And a bigger humiliation came in (the then) calcutta where it looked like a match between "W.Indies  and school boys XI". Here is the score card of that Calcutta match:

West Indies 614 for 5 wickets declared.
India 1st innings
(all out) 124
2nd innings
(all out)154

West Indies won by an innings and 336 runs.

Next year I was reluctant to return to Kanpur for the 2nd test match against  Richie Benaud's Australia (19 December - 24 December 1959). That was the month when "Punja Maar", a psycopatïc serial killer was  "taking wickets" regularly in Lucknow and Kanpur. It was safer inside the house than in Punjamaar's working area!

But I eventually did go to Green Park Kanpur.  'Punja Maar' was caught. And so were Australians with their pants down as Jasu Patel returned an inning's magic spell of 9 wickets for 69, (and 14 wickets in the match) to turn the table on the kangaroos. The invincible Australians were beaten - skittled out at 105 runs!! That was in the days before Gavaskar and kapil Dev got us into the habit of  winning matches. and that impossibe wish-come-true put the whole nation on an LSD-high for a long time.

Talking about Gavasker of the early days is like talking about a maneater tiger let loose in a village. In his debut series in the West Indies he destroyed the home team. In Trinidad in the fifth Test he scored 124 and 220 and India had its first ever series victory over the West Indies - that too in their home terrain!. He was the second player in the world to score a century and double century in a test match and the first Indian to make four centuries in one Test series (his debut series at that!). He was the first Indian to aggregate more than 700 runs in a series, and this 774 runs at 154.80 remains, to this day, the most runs scored in a debut series by ANY batsman.

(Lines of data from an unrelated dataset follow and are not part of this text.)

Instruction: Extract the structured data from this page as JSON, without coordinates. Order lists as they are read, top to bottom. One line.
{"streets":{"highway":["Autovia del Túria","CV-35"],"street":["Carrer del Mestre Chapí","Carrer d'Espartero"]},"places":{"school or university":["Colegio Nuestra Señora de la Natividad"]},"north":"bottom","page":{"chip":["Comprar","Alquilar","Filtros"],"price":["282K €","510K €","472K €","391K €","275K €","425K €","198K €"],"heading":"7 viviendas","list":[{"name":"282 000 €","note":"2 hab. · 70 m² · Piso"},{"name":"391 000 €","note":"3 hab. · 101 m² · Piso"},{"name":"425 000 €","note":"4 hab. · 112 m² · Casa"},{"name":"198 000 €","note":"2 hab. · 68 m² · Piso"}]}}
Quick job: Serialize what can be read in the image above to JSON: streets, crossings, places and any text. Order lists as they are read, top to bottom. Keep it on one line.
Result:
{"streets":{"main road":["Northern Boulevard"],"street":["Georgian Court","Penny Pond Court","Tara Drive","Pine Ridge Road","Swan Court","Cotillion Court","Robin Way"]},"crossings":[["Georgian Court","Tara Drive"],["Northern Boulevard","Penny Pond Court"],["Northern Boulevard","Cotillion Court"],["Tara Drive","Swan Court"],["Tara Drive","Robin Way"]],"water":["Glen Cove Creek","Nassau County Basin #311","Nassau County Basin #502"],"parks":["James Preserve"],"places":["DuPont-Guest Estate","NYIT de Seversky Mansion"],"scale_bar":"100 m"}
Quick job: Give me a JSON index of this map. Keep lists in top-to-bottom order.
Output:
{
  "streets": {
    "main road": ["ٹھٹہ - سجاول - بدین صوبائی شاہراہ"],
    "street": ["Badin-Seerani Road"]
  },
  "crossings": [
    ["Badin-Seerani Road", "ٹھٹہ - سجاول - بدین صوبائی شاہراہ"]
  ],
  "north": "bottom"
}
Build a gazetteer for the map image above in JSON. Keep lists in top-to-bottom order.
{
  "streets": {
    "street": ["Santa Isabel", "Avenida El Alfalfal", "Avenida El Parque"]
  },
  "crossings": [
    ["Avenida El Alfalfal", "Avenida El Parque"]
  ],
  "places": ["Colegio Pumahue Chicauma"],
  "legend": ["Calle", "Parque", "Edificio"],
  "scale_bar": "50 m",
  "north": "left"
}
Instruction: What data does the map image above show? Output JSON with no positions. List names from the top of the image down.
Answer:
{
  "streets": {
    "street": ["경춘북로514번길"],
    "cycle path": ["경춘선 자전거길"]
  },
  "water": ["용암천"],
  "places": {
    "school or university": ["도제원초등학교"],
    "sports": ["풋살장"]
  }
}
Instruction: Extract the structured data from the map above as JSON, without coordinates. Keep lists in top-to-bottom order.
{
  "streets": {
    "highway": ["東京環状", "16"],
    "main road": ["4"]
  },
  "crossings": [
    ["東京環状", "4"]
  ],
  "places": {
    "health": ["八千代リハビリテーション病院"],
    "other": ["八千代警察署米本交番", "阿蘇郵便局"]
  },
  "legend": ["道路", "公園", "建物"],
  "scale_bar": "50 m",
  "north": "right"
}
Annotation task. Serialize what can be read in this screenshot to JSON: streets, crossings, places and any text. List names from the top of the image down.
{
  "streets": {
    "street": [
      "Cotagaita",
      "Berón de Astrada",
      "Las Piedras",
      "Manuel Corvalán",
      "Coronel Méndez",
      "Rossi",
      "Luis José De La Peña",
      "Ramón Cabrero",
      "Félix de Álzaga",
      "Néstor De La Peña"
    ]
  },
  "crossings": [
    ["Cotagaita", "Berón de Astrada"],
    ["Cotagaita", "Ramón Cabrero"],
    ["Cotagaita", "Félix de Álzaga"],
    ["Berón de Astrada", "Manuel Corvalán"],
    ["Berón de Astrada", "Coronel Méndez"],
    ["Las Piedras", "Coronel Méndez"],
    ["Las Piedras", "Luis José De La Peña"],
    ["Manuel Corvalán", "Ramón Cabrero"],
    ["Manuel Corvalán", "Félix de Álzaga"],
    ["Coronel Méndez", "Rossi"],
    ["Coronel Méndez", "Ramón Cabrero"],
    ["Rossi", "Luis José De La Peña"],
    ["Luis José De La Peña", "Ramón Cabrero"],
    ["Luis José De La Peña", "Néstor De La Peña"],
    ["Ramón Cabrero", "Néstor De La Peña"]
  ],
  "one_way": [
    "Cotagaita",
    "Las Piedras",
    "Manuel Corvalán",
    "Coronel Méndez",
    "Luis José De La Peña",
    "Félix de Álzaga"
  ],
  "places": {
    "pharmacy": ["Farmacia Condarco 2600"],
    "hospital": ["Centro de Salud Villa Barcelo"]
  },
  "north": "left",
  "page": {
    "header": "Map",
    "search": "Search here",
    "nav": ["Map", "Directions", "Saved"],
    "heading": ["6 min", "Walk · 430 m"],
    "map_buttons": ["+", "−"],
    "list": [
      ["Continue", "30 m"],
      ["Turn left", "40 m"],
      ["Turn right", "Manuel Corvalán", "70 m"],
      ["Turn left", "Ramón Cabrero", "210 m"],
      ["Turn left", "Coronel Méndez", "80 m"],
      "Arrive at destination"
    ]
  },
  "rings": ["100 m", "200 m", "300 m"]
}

But the most  heart-stopping moment came much later, in 1990, in India vs.England at Lord’s. The date was July 30, 1990. India was in shambles requiring 24 runs to save the follow-on, with nine wickets down and that hopeless comic figure of Narendra Hirwani standing there to preside over the liquidation. Kapil Dev, at the batting end had just six balls. And he rose to the occasion in his inimitable style !  In those incredible few minutes he clubbed  Eddie Hemmings, dispatching the last four balls of that over to four successive glorious sixes and saved the follow-on! All the four red balls soared deep into the heavens, into the blue sky, four straight drives hit with the savage force of Kapil Dev's strong wrists, high over the head of the umpire. Lords had not seen this spectacle before, it may never see it again! As we say KAPIL . . DEV. .  KA. .  JAWAB. .  NAHI. .  (no one can be like Kapil Dev !!).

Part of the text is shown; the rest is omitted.